Their daughter was quiet.
She sat perched on her grandfather's lap, her eyes glued to the television screen with the same intensity of his, dressed in the miniature Red Sox shirt that Lorelai had dressed her in for the occasion. Occasionally she would point to the TV and squeal "Look, G'Pa!" and would excitedly clap her hands in time to Luke's whoops.
"I haven't seen her this still in months," Jess remarked halfway through the game.
"Appreciate it while you can," Lorelai said as she and Rory momentarily retired to the kitchen for some coffee.
"You're raising a tomboy," Lorelai admonished Rory as they sat down at the table.
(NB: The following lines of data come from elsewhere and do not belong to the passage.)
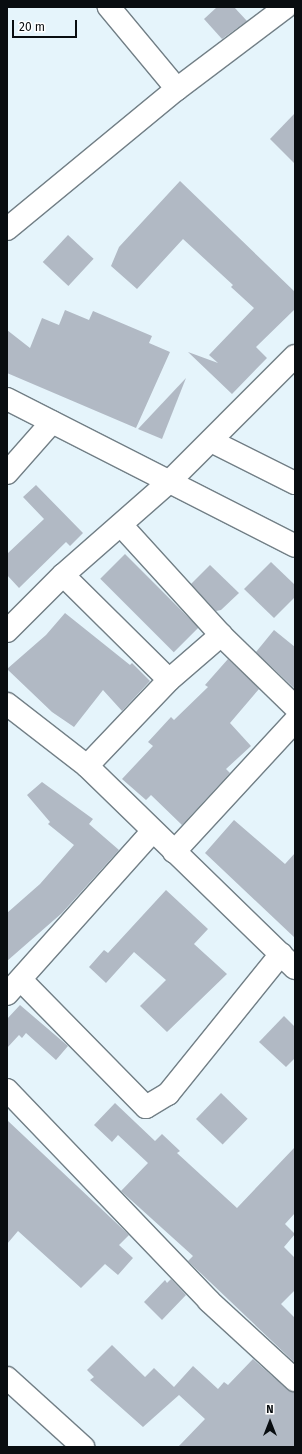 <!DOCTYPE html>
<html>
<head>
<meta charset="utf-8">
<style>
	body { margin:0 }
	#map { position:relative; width:302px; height:1454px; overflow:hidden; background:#e5f4fb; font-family:"Fira Sans",sans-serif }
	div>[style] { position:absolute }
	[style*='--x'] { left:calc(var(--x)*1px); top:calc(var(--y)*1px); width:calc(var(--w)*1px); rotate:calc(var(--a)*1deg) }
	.building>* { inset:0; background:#b1b9c4; transform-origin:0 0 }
	.roads { filter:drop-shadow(1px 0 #727f86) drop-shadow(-1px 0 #727f86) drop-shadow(0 1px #727f86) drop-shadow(0 -1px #727f86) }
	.minor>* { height:22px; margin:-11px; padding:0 11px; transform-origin:11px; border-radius:11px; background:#fff }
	span { translate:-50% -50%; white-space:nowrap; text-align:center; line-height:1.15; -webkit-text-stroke:3px #fff; paint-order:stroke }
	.frame { position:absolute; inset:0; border:8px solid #090d10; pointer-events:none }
	.north { position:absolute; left:250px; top:1402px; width:40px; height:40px; -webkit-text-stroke:3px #fff; paint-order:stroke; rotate:0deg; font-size:11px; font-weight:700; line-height:16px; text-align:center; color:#090d10 }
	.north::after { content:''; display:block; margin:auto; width:14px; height:18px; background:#090d10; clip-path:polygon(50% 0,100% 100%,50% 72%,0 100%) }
	.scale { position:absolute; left:12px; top:20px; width:65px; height:18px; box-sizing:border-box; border:2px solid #090d10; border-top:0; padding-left:5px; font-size:12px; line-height:14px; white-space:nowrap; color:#090d10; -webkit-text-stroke:3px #fff; paint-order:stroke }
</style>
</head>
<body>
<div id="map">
	<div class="building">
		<i style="clip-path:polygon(217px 7px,234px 7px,247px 21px,222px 39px,204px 19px)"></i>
		<i style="clip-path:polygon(295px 113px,295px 164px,270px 139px)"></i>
		<i style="clip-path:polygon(180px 181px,295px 292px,295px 309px,256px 347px,267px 358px,232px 394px,188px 352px,218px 363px,209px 355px,254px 308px,231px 287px,233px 285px,183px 239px,137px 289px,111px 266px,119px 247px)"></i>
		<i style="left:68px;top:235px;width:35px;height:37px;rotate:43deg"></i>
		<i style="clip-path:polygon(65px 310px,89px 320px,93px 311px,152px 336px,149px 343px,170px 352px,136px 428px,7px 373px,7px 330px,30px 348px,42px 318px,59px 325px)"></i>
		<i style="clip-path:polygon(186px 378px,162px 439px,138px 429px)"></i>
		<i style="clip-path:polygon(36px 485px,83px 533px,70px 546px,66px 542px,19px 588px,7px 575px,7px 554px,44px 519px,23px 497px)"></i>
		<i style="left:125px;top:554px;width:104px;height:35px;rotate:45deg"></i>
		<i style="clip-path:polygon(271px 562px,295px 585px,295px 597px,274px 618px,244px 589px)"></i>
		<i style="clip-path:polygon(210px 565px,239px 593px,221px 610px,216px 611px,191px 584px)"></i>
		<i style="clip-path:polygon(65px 613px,130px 665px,132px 663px,150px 681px,122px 711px,103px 690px,74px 727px,52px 712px,7px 669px,46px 635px)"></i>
		<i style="clip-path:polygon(274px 630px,295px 647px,295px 689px,256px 652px)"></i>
		<i style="clip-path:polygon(228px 659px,259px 689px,230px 723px,251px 746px,226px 769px,230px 773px,182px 825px,151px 795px,146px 800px,122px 779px,153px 746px,148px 742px,171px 717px,174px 720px,208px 687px,205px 685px)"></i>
		<i style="clip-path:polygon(42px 782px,93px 819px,89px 824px,119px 850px,62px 913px,7px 961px,7px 913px,40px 884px,74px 845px,48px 824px,50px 822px,27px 795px)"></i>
		<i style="clip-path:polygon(234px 820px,285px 864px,295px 853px,295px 938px,205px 853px)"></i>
		<i style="clip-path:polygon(166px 890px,208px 929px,194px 944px,227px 974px,167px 1032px,140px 1006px,166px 980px,134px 952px,106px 983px,89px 967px,104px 950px,108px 953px)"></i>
		<i style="clip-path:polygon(20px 1005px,68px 1046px,56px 1060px,26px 1033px,22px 1038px,19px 1035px,7px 1048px,7px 1019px)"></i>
		<i style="clip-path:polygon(284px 1016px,295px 1027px,295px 1058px,286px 1067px,259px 1042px)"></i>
		<i style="left:221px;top:1093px;width:37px;height:36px;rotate:44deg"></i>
		<i style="clip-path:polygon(115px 1103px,155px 1141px,162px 1134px,180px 1151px,177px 1153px,237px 1208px,295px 1147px,295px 1213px,285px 1224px,295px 1234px,284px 1247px,295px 1258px,295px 1290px,281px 1304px,295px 1318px,295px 1363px,188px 1261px,193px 1256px,121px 1191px,148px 1163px,118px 1135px,112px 1142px,94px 1125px)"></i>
		<i style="clip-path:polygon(7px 1120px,129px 1235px,119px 1245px,133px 1258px,118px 1275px,105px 1264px,81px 1288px,18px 1231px,7px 1244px)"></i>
		<i style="clip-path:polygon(171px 1279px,186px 1295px,162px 1320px,144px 1302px,165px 1280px,167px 1283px)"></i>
		<i style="clip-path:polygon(112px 1345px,145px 1377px,154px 1368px,174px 1387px,193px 1366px,218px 1389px,224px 1382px,228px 1385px,253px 1359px,287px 1389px,295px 1392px,295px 1447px,178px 1447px,205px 1419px,179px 1395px,143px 1427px,90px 1380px,94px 1377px,87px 1370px)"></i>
	</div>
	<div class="roads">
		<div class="minor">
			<i style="--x:177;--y:89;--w:136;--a:-37"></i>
			<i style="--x:7;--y:229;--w:220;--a:-39.5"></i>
			<i style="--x:177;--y:89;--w:107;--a:-129.7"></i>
			<i style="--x:7;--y:399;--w:323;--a:27"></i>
			<i style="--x:211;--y:441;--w:94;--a:26.6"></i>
			<i style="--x:7;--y:473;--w:68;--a:-48.6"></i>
			<i style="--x:121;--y:525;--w:149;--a:47.7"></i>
			<i style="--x:221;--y:635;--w:103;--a:44.2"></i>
			<i style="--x:63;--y:575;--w:149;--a:44.7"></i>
			<i style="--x:7;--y:631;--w:79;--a:-45"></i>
			<i style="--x:63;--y:575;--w:141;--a:-41.3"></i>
			<i style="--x:169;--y:482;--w:178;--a:-45"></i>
			<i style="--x:7;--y:704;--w:101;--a:37.8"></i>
			<i style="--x:87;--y:766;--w:290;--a:44.2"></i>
			<i style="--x:87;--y:766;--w:119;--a:-46.4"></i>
			<i style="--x:169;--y:680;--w:69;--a:-40.9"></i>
			<i style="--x:174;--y:852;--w:178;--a:-47.3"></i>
			<i style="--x:21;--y:980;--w:178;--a:45.5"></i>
			<i style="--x:146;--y:1107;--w:26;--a:-31"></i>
			<i style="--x:168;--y:1094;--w:180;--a:-51.1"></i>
			<i style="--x:7;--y:994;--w:217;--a:-48.2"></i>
			<i style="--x:7;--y:1090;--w:292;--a:46.2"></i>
			<i style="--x:209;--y:1301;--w:117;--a:42.6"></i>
			<i style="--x:7;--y:1378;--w:103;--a:42.2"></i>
		</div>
	</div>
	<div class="frame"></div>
	<div class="north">N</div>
	<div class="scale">20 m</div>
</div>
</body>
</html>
"We haven't taken her to any sporting events since January," Rory said in her own defense. "I think we cut it close with that Eagles game, and Jess got worried when it got so crazy on our street after the Super Bowl. I think the hockey addiction's going to be inevitable, but we won't take her to one of those games until at least next year. She plays with her Gritty doll all of the time. I don't think I can fight that one."
"I figured this one would be a born bookworm," Lorelai said.
"I tried," Rory insisted. "I've been reading to her daily almost since I found out about her. I don't think she's going to like books quite as much as Jess and I do, though. She likes to paint and she loves to chase balls around with Jess in the backyard. Go figure."
"Maybe we needed someone in this family who actually likes sports," Lorelai said gently. "Luke's going to have a field day when she gets old enough for T ball."
"I didn't see myself being a softball mom," Rory replied. She took a sip of coffee from her cup. "But nothing about any of this has been anything like I expected it to be." She looked back towards the living room, where her daughter had traded places to climb into Jess's lap and was excitedly squealing as Luke gestured towards the screen. "I don't think that's a bad thing, though."
"Have you thought anything more about what we talked about a while back?" Lorelai asked.
Rory sighed. "It isn't a great time right now," she told her mother. "That discussion's been tabled until we've been married at least a year. I do think about it, though."
"You could wind up with two little sports fanatics," Lorelai told her.
"Maybe," Rory said as she watched her daughter toddle back over to Luke's lap and settle back down in his arms. "It might be time for a new era, though."
By the time the Red Sox beat the Dodgers at 5-1 to take yet another title, the littlest Gilmore offspring had been dozing on and off for the past hour and a half, her little hand clenched in her grandfather's larger one. The whoops and hollers had settled down quite a while back, but the other three adults hadn't wanted to jolt her out of her comfort position.
Besides, her grandfather's chest was as good a place as any to fall asleep on, and she grumpily fought them whenever they tried to move her.
Luke had finally found the baseball buddy he'd been wanting for years, and their inaugural celebration was worth disrupting her sleeping schedule the next day.
The rest of the family knew that there would be many more to come.